L’Église primitive enseignait-elle que Dieu est une Trinité?
Troisième partie: Les apologistes ont-ils enseigné la Trinité?
Dans ses numéros du 1er novembre 1991 et du 1er février 1992, La Tour de Garde a montré que ni Jésus, ni ses disciples, ni les Pères apostoliques de la fin du Ier et du début du IIe siècle de notre ère n’ont enseigné la doctrine de la Trinité. Qu’en est-il des ecclésiastiques de la fin du IIe siècle?
VERS le milieu et jusqu’à la fin du IIe siècle de notre ère sont apparus des ecclésiastiques qu’on appelle aujourd’hui apologistes. Ils ont écrit pour défendre le christianisme qu’ils connaissaient contre des philosophies hostiles, en vogue dans le monde romain de l’époque. Le début de leur œuvre coïncide avec la fin des écrits des Pères apostoliques; elle s’est poursuivie après eux.
Parmi les apologistes qui ont écrit en grec figurent Justin, Tatien, Athénagore, Théophile et Clément d’Alexandrie. Tertullien est un apologiste qui a écrit en latin. Ont-ils enseigné la Trinité de la chrétienté moderne: trois personnes (Père, Fils et Saint-Esprit) coégales en une Divinité, chacune étant le vrai Dieu, quoiqu’il n’y ait pas trois Dieux, mais un seul Dieu?
“Le Fils est subordonné”
Dans Une courte histoire de l’Église primitive (angl.), H. Bœr expose l’idée maîtresse de l’enseignement des apologistes:
“Justin a enseigné qu’avant la création du monde, Dieu était seul et qu’il n’y avait pas de Fils. (...) Quand Dieu a eu le désir de créer le monde, (...) il a engendré un autre être divin pour créer le monde pour lui. Cet être divin a été appelé (...) Fils parce qu’il était né; il a été appelé Logos parce qu’il a été tiré de la Raison ou de l’Esprit de Dieu. (...)
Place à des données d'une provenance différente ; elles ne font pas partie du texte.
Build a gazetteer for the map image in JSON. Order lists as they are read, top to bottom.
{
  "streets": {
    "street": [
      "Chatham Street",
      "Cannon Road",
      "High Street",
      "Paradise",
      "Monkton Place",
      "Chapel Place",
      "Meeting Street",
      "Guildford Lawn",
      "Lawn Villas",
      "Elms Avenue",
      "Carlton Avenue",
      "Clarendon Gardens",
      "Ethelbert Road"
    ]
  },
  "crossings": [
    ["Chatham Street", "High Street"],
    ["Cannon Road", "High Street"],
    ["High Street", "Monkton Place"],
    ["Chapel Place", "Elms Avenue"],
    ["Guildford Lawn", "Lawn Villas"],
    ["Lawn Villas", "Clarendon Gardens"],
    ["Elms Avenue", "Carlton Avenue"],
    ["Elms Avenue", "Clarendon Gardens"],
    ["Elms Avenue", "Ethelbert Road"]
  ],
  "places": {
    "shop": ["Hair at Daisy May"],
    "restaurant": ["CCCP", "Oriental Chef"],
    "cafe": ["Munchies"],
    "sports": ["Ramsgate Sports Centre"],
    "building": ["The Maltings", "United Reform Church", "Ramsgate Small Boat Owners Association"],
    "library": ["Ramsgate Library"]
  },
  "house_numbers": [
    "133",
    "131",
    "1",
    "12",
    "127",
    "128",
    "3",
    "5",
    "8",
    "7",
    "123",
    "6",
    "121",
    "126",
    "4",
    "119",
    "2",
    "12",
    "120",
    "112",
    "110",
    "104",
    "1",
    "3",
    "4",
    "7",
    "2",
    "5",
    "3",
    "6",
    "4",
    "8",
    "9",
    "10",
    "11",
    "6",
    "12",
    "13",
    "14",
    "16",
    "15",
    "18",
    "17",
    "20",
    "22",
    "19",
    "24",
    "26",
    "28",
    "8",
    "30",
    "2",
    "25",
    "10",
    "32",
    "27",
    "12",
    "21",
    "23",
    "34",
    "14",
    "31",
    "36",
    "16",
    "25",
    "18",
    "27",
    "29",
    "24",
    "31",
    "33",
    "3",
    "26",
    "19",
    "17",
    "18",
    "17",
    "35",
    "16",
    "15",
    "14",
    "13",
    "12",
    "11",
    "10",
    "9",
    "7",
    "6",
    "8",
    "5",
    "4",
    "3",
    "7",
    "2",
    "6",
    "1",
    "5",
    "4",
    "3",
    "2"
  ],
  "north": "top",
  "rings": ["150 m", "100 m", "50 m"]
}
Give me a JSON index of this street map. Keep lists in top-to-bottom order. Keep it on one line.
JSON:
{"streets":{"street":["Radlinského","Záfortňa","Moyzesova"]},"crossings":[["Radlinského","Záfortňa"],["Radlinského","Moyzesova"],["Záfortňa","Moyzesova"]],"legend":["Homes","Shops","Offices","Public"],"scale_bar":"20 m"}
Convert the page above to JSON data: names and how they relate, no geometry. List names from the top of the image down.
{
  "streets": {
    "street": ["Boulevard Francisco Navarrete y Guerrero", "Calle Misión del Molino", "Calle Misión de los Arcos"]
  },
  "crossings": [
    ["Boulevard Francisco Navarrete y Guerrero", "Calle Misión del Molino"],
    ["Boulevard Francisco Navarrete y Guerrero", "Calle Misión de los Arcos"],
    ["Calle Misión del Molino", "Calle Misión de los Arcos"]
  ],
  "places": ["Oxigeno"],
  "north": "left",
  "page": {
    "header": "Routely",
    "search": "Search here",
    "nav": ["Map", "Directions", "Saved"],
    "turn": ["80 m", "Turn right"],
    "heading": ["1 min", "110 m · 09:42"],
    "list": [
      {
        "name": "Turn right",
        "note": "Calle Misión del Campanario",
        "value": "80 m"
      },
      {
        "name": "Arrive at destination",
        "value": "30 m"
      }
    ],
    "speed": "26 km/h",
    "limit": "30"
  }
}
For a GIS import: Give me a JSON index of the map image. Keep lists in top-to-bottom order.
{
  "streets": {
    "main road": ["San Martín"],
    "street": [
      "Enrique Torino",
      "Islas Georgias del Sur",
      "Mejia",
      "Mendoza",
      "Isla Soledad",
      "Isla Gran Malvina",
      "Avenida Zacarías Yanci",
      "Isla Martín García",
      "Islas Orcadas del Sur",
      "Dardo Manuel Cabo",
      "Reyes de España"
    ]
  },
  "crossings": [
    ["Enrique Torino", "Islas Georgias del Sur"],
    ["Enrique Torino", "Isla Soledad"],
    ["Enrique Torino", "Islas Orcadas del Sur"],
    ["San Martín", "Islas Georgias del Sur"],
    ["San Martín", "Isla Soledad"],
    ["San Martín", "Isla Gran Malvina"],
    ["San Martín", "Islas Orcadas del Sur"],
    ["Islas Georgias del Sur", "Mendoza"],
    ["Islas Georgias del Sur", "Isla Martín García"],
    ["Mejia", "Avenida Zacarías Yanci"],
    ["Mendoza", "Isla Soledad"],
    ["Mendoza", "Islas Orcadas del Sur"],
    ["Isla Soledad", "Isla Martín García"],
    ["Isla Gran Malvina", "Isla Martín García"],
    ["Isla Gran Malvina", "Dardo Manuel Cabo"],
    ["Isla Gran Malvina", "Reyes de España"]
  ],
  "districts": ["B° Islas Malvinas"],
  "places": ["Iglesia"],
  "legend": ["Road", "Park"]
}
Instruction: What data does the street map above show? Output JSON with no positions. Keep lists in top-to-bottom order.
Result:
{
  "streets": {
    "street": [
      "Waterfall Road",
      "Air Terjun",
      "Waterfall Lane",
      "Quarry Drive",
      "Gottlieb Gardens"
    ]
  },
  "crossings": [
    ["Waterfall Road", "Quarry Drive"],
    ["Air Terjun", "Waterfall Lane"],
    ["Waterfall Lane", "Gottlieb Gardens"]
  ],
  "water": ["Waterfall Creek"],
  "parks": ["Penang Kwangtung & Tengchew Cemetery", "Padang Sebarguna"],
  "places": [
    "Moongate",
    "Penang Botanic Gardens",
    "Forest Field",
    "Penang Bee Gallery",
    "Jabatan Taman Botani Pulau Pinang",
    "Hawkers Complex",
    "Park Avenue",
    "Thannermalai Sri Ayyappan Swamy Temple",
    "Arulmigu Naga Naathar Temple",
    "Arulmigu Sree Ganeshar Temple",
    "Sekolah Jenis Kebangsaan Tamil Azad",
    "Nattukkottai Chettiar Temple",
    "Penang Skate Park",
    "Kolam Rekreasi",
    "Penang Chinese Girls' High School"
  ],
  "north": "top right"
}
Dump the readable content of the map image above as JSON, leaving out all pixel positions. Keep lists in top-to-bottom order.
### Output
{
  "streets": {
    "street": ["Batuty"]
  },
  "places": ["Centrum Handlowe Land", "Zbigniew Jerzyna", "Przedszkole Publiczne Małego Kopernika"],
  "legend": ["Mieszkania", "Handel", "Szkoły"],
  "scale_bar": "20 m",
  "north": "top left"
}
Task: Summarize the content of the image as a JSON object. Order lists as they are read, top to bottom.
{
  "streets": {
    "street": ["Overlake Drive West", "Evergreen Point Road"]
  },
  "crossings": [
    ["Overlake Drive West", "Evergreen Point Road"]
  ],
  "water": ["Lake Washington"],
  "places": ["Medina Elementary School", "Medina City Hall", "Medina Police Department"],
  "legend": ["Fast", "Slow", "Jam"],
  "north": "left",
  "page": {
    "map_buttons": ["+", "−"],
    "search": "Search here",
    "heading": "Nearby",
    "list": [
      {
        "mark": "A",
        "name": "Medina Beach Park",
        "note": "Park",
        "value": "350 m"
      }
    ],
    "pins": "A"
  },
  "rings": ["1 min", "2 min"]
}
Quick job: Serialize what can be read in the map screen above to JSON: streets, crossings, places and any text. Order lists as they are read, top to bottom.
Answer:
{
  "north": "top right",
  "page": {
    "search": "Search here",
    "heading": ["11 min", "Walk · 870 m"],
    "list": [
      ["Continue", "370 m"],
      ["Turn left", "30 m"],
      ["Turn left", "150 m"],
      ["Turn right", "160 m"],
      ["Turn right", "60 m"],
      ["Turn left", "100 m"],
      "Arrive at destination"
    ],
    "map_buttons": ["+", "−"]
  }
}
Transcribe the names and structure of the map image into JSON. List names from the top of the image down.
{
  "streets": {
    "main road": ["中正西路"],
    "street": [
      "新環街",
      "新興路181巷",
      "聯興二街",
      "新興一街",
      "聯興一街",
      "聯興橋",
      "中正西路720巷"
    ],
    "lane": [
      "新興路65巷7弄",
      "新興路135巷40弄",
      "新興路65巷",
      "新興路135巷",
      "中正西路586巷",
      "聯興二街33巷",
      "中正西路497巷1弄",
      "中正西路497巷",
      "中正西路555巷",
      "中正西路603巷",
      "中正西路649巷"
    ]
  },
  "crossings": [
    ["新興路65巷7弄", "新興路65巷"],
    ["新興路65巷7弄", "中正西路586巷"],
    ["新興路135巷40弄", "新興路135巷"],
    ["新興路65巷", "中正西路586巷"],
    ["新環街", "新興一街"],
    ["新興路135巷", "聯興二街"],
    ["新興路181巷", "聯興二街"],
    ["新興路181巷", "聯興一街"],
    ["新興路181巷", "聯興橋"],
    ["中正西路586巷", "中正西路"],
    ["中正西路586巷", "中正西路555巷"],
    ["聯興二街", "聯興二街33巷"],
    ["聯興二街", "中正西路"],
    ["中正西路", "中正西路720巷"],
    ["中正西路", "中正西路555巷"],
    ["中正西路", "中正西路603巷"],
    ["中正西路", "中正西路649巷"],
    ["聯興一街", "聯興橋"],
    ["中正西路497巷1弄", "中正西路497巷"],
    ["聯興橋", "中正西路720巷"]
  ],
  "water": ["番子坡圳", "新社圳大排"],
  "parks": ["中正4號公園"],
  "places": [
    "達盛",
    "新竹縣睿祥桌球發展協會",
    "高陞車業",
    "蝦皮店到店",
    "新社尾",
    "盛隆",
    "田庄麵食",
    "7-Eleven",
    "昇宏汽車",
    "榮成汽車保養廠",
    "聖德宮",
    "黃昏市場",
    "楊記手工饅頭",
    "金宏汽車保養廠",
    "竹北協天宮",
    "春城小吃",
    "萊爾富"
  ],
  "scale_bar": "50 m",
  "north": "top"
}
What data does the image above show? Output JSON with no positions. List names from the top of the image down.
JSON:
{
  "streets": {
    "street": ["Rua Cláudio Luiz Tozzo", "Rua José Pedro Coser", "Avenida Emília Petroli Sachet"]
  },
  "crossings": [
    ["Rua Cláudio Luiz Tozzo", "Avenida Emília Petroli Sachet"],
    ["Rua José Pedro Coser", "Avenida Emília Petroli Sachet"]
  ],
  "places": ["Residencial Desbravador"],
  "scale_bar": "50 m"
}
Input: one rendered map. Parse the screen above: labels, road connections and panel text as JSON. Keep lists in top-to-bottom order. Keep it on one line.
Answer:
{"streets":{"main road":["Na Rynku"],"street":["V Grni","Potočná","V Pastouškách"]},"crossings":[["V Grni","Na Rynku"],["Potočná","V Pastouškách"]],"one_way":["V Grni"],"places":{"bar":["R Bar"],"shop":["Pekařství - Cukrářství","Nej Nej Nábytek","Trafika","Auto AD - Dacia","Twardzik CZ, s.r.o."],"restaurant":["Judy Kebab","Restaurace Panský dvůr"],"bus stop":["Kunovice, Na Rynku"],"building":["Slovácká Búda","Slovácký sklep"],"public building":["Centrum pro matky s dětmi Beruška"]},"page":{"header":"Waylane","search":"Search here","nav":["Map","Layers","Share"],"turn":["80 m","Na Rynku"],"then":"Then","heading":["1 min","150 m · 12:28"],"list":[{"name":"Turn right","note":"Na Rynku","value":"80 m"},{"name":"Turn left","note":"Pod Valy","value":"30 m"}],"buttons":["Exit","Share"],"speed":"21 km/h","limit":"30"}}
“Justin et les autres apologistes enseignaient donc que le Fils est une créature. C’est une créature élevée, une créature assez puissante pour créer le monde, mais, néanmoins, une créature. La théologie appelle subordinatianisme cette relation du Fils au Père. Le Fils est subordonné, c’est-à-dire secondaire par rapport au Père, dépendant du Père et causé par lui. Les apologistes étaient subordinatianistes1.”
Dans La formation du dogme chrétien (all.), Martin Werner traite de la plus ancienne compréhension de la relation du Fils à Dieu:
“Cette relation était comprise, sans équivoque, comme étant une ‘subordination’, c’est-à-dire dans le sens d’une subordination du Christ à Dieu. Quel que soit l’endroit du Nouveau Testament où la relation de Jésus à Dieu, le Père, est examinée, (...) elle est conçue comme une subordination et elle est représentée catégoriquement comme telle. Et le subordinatianiste le plus concluant du Nouveau Testament, selon le récit synoptique, était Jésus lui-même (...). Cette position originelle, ferme et manifeste comme elle l’était, a pu se maintenir pendant longtemps. ‘Tous les grands théologiens anténicéens ont décrit la subordination du Logos à Dieu2.’”
En accord avec cela, R. Hanson écrit dans Recherche de la doctrine chrétienne de Dieu (angl.):
“Avant que n’éclate la controverse arienne [au IVe siècle], il n’existe pas de théologien dans l’Église orientale ou occidentale qui, d’une façon ou d’une autre, ne regarde le Fils comme subordonné au Père3.”
Alvan Lamson, dans L’Église des trois premiers siècles (angl.), ajoute ce témoignage relatif aux enseignements des autorités ecclésiastiques avant le concile de Nicée (325 de notre ère):
“Les Pères anténicéens ont généralement, sinon uniformément, affirmé l’infériorité du Fils (...). Ils considéraient le Fils comme distinct du Père, ce que montre le fait qu’ils affirment son infériorité en termes clairs. (...) Ils le considéraient comme distinct et subordonné4.”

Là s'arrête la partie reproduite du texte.